The interference-resistance test apparatus consisted of a high-frequency signal generator (Agilent 33220A, Agilent, Santa Clara, CA, USA, output frequency 10–20 MHz, amplitude 0–10 V) and an oscilloscope (Tektronix MDO3024, Tektronix, Beaverton, OR, USA, bandwidth 200 MHz, sampling rate 2.5 GS/s). This setup simulated industrial electromagnetic interference and monitored the output noise of the sensor, which remained within ±0.04 mV.
The thermal-shock durability test apparatus used a high–low temperature shock chamber (Model TS-408, QNAP, Taipei, China), temperature range −40 to 300 °C, switching time ≤ 5 s) to impose cyclic thermal shocks from 25 °C to 300 °C for 1000 cycles.

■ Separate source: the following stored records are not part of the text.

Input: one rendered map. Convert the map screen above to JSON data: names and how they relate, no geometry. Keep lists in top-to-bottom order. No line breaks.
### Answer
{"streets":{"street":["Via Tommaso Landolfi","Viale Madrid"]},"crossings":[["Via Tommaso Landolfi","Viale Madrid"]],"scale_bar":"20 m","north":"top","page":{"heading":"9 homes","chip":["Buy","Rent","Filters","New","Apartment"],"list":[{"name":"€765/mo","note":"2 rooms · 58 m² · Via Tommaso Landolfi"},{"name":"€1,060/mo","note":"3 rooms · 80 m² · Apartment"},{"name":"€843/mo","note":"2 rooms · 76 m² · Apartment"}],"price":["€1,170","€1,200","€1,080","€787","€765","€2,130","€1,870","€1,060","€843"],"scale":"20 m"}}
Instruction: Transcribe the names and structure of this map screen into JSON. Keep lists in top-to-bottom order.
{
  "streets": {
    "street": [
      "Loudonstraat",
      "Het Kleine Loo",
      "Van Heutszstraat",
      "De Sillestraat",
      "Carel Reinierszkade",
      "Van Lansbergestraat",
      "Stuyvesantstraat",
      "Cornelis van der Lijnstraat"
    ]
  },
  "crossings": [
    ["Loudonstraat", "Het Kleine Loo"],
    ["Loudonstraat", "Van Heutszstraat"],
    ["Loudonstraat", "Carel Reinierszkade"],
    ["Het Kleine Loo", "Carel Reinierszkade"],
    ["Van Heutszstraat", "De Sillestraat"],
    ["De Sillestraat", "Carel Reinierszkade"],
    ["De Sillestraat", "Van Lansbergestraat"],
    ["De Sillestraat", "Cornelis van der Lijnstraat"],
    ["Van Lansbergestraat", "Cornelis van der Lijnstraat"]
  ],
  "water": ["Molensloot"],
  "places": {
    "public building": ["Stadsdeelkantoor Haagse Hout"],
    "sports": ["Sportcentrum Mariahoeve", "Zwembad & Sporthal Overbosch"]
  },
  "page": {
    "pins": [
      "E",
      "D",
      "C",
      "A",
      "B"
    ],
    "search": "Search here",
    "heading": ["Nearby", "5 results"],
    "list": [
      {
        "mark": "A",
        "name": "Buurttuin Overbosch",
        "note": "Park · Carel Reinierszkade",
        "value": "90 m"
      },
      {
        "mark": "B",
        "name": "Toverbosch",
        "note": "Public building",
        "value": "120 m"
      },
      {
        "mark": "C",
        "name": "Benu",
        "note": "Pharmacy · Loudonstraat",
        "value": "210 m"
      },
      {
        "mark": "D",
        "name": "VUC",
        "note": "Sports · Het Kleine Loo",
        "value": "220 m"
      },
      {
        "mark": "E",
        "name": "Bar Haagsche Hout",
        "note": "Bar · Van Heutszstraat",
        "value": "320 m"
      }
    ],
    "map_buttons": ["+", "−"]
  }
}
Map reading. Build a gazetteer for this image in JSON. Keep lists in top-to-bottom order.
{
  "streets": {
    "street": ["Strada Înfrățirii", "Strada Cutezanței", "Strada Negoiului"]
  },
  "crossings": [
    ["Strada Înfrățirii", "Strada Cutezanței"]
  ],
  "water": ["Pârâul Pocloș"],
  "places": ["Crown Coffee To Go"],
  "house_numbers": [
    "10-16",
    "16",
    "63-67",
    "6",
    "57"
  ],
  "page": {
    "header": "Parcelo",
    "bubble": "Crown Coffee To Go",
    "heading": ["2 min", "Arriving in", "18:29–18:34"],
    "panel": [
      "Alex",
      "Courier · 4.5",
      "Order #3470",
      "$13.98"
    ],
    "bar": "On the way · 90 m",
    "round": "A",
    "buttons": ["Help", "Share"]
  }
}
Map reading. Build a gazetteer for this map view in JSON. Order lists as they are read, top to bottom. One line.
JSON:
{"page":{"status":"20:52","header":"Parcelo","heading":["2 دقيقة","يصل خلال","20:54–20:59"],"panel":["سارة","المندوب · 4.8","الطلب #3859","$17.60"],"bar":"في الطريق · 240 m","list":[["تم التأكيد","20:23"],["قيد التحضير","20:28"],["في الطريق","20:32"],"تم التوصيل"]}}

A Fluke 8846A multimeter was used to monitor the thermoelectric-potential drift during the test.
The cutting-parameter control device was the CK6150 CNC lathe (Shenyang Machine Tool (Group) Co., Ltd., Shenyang, China), which precisely controlled the spindle speeds of 1000, 1500, and 2000 rpm together with a cutting depth of 0.5 mm and a feed rate of 0.1 mm/rev. The cutting durations of 30, 60, and 90 s were controlled by the built-in time relay so that the cutting parameters remained consistent throughout the experiments.
The workpiece and tool condition were monitored throughout the experiments.
A hardness tester (Model HV-1000, Mitutoyo Corporation, Kawasaki, Japan, test force 100–1000 g) was used to measure the initial hardness of the AISI 1045 steel workpiece, which ranged from HB 197 to HB 241. In addition, a Mitutoyo SJ-210 roughness tester (measurement range 0.01–100 μm, measurement accuracy ±0.001 μm) was used to verify that the pretreated tool surface roughness was Ra ≤ 0.05 μm before film deposition.
As shown in
Table 3, AISI 1045 steel was selected as the workpiece material, with all experiments conducted under dry cutting conditions. The controlled variables were the cutting condition corresponding to spindle speeds of 1000, 1500 and 2000 rpm and cutting time (30, 60 and 90 s), while cutting depth and feed rate were held constant at 0.5 mm and 0.1 mm/revolution, respectively.
This study focuses on the dry turning of AISI 1045 steel using a PCBN tool instrumented with a thin-film thermocouple. The investigated cutting parameters correspond to spindle speeds of 1000–2000 rpm, cutting times of 30–90 s and a constant cutting depth of 0.5 mm. The analysis addresses the tool temperatures of 342–488 °C measured under these conditions, together with the friction and transient thermal loading at the tool–chip interface. Because PCBN is more commonly applied to hardened ferrous materials, the present results should be interpreted as an exploratory study of temperature monitoring and wear evolution under the selected dry-cutting condition rather than as an optimised industrial application case.
In
Table 4, the values listed at 25 °C and 450 °C represent room-temperature and elevated-temperature properties, respectively. These temperature-dependent data were used as material-property inputs for the thermal analysis, where applicable and are also provided to characterise the materials within the investigated cutting-temperature range.
Throughout the cutting process, the measurement system simultaneously recorded the hot- and cold-junction temperatures, the thermoelectric potential and the tool wear (VB) value [
35].
To ensure the reliability and accuracy of the thin-film thermocouple sensor, a comprehensive performance evaluation was carried out, including static calibration, dynamic response assessment, anti-interference testing and durability verification.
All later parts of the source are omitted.